*** Opening Extracted material ***

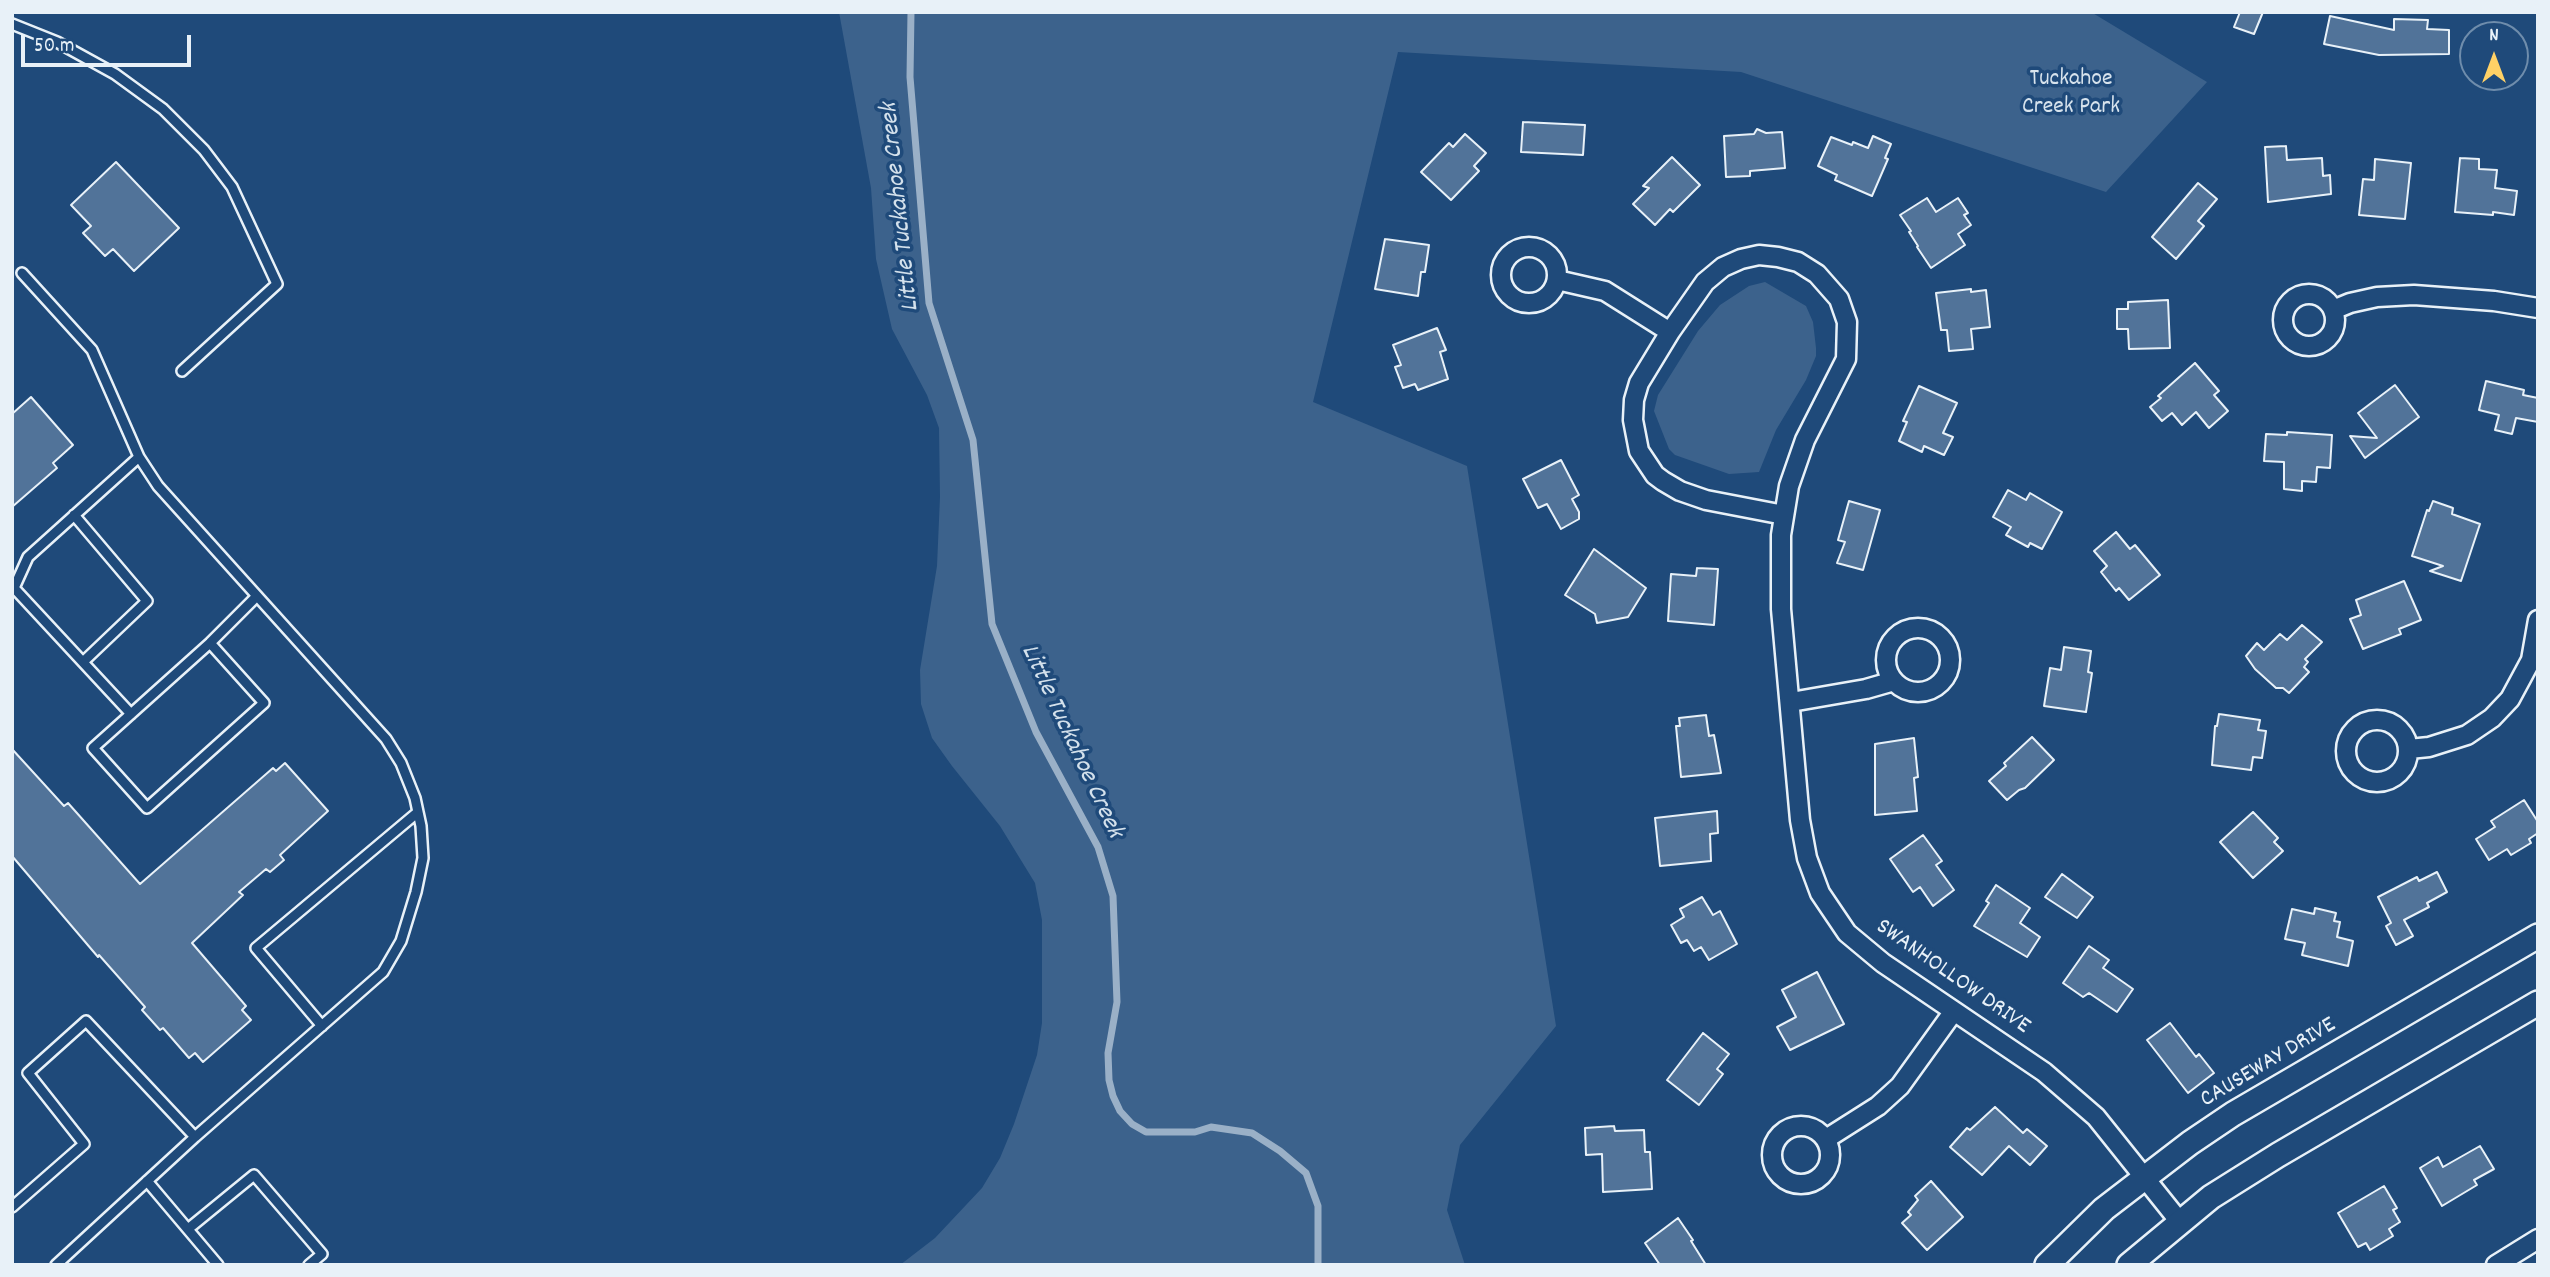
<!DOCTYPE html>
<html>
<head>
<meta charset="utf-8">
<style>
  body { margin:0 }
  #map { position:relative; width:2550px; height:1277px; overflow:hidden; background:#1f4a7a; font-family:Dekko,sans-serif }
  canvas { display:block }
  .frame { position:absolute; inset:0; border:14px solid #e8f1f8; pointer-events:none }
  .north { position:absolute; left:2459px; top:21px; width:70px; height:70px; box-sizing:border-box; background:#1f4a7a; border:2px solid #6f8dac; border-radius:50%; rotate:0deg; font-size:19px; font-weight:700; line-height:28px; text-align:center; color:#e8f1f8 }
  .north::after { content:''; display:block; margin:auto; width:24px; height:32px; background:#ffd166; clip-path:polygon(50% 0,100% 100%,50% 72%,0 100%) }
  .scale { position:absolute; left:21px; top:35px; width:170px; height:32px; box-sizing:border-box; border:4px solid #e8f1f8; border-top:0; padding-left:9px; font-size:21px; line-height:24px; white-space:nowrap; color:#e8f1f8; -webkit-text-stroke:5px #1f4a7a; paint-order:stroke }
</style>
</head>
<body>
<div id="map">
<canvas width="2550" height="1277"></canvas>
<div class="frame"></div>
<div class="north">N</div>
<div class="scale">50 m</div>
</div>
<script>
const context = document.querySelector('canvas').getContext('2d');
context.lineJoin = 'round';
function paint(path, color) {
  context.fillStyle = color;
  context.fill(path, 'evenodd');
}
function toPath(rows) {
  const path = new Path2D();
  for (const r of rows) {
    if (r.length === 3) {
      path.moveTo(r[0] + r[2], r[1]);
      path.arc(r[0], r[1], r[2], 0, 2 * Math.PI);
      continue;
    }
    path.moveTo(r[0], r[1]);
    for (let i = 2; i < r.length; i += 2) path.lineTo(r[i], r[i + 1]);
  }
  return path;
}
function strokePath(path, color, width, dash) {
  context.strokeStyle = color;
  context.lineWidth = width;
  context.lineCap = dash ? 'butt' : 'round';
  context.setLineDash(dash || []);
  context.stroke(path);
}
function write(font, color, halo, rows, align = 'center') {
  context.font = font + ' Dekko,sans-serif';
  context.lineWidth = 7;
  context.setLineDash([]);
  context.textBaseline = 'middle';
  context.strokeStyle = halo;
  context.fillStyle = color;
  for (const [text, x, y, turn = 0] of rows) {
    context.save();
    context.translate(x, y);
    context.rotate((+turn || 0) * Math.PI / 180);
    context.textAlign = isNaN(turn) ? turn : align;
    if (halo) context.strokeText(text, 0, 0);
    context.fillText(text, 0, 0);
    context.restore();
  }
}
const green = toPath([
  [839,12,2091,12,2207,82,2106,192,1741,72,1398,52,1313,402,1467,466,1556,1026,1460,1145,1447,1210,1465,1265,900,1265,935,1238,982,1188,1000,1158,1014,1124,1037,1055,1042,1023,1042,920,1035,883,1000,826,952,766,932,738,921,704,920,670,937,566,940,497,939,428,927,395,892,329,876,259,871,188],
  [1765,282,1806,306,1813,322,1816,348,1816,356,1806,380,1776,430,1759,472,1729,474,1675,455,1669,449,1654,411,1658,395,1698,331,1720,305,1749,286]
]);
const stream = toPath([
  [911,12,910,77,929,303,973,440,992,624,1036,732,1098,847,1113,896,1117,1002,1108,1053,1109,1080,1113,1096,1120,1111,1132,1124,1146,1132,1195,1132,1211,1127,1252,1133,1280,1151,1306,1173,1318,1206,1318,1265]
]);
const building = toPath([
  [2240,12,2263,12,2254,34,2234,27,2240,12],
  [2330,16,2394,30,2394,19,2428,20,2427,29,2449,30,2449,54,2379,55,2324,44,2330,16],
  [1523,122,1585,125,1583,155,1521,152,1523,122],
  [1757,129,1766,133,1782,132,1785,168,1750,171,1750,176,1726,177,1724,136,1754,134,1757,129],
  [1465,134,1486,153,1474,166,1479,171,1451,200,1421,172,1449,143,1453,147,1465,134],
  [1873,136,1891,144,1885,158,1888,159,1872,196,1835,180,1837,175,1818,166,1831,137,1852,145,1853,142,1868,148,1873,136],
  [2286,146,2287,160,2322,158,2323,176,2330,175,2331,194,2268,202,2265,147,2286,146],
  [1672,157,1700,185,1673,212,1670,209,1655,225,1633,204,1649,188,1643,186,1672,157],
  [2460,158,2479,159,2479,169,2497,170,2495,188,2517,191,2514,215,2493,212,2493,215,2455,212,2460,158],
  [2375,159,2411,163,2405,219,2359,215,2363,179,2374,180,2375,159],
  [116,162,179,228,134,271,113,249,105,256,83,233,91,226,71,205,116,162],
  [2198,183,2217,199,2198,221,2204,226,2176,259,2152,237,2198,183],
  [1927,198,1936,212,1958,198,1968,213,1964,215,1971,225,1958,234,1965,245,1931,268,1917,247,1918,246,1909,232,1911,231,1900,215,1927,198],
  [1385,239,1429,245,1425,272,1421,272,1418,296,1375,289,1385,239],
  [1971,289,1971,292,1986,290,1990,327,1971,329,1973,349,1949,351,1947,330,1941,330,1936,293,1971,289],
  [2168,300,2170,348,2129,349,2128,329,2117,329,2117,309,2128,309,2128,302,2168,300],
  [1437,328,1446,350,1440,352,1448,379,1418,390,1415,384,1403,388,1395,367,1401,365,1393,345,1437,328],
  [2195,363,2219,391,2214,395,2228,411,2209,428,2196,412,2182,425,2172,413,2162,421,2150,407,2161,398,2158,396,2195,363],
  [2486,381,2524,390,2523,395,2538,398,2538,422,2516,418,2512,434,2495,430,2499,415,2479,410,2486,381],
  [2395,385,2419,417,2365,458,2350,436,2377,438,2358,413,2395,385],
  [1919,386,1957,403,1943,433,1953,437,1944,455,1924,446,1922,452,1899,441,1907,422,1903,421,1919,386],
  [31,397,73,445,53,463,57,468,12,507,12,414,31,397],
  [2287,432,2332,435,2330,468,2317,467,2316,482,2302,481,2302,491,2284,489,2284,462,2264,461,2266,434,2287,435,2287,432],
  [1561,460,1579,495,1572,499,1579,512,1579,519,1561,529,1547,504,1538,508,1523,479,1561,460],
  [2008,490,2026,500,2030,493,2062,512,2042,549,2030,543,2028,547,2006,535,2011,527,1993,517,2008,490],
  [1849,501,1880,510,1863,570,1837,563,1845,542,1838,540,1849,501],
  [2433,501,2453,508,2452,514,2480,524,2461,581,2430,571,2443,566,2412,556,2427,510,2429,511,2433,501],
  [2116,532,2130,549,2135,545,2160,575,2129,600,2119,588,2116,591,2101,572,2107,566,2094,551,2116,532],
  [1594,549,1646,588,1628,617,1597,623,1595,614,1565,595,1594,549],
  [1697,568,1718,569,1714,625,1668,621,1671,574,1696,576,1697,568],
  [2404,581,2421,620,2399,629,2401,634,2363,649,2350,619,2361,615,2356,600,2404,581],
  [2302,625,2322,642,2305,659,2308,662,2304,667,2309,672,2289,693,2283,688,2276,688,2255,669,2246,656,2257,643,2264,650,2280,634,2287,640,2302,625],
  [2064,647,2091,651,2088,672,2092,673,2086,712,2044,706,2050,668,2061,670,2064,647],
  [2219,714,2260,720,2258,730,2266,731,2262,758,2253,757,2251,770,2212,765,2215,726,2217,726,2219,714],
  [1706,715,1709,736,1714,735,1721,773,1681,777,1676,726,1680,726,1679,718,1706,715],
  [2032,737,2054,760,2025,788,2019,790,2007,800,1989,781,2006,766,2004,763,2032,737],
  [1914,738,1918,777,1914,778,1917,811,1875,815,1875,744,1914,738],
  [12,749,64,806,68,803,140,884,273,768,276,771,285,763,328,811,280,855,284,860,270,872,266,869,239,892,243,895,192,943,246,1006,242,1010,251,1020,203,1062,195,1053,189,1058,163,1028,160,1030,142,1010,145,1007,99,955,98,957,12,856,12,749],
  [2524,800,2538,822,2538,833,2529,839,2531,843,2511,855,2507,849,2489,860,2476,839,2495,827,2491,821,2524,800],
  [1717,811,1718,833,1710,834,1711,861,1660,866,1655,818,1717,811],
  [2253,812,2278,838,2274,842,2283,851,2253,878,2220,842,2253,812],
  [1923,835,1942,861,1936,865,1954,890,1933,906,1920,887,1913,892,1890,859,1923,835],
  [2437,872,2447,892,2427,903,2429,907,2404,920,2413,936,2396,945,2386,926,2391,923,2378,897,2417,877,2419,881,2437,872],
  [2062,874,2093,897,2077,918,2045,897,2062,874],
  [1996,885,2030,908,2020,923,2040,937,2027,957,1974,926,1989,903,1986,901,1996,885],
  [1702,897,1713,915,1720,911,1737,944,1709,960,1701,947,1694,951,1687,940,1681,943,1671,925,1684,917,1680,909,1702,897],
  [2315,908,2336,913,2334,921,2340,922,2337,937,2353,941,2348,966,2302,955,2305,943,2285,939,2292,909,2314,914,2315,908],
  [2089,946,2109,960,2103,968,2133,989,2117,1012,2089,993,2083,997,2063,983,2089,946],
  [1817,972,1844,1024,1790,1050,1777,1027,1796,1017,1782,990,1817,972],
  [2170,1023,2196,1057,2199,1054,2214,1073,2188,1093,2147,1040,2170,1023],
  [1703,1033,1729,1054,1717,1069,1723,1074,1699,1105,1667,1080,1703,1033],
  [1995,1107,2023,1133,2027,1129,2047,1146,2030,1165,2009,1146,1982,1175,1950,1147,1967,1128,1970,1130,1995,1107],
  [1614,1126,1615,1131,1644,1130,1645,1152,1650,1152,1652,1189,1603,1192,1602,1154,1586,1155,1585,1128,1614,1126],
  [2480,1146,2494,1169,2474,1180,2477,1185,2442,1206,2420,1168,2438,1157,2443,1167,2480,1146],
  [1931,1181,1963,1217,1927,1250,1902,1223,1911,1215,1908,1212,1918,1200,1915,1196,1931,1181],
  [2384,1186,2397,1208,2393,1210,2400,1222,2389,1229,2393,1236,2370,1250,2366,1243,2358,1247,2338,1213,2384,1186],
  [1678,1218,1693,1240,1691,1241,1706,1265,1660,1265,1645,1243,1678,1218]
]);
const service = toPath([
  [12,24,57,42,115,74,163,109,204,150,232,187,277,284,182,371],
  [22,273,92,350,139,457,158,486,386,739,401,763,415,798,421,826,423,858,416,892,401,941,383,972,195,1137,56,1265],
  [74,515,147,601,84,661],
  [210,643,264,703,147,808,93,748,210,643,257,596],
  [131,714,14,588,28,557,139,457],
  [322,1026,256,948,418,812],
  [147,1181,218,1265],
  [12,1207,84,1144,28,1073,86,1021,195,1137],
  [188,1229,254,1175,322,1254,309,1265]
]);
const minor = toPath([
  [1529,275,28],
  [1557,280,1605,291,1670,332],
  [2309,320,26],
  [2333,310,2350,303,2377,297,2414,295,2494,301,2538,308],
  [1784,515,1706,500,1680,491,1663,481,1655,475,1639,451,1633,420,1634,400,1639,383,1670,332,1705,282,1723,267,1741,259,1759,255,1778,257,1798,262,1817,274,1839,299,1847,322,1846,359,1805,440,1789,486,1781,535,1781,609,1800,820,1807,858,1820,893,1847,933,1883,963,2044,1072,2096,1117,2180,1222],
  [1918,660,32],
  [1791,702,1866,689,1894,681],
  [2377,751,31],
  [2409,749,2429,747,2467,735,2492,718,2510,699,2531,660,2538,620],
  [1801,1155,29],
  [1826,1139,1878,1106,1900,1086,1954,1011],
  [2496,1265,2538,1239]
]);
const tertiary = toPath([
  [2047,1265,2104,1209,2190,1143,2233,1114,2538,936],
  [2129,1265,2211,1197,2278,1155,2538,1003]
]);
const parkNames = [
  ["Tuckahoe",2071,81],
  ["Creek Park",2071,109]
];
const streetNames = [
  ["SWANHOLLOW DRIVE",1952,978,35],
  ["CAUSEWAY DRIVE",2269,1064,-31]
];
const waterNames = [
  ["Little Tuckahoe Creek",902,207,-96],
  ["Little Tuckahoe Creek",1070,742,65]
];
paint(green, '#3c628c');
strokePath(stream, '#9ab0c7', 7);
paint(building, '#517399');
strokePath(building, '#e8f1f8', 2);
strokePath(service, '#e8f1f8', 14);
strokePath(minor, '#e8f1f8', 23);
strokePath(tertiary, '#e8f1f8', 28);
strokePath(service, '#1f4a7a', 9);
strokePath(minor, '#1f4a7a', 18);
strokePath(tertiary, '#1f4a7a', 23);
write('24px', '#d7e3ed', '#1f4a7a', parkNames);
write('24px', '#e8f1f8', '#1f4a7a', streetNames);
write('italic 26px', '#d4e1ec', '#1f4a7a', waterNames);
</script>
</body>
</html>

*** Closing Extracted material ***

### Task brief
Looking at the entries, work out how many lines include the word "setLineDash" and give the number by itself.

### Response
2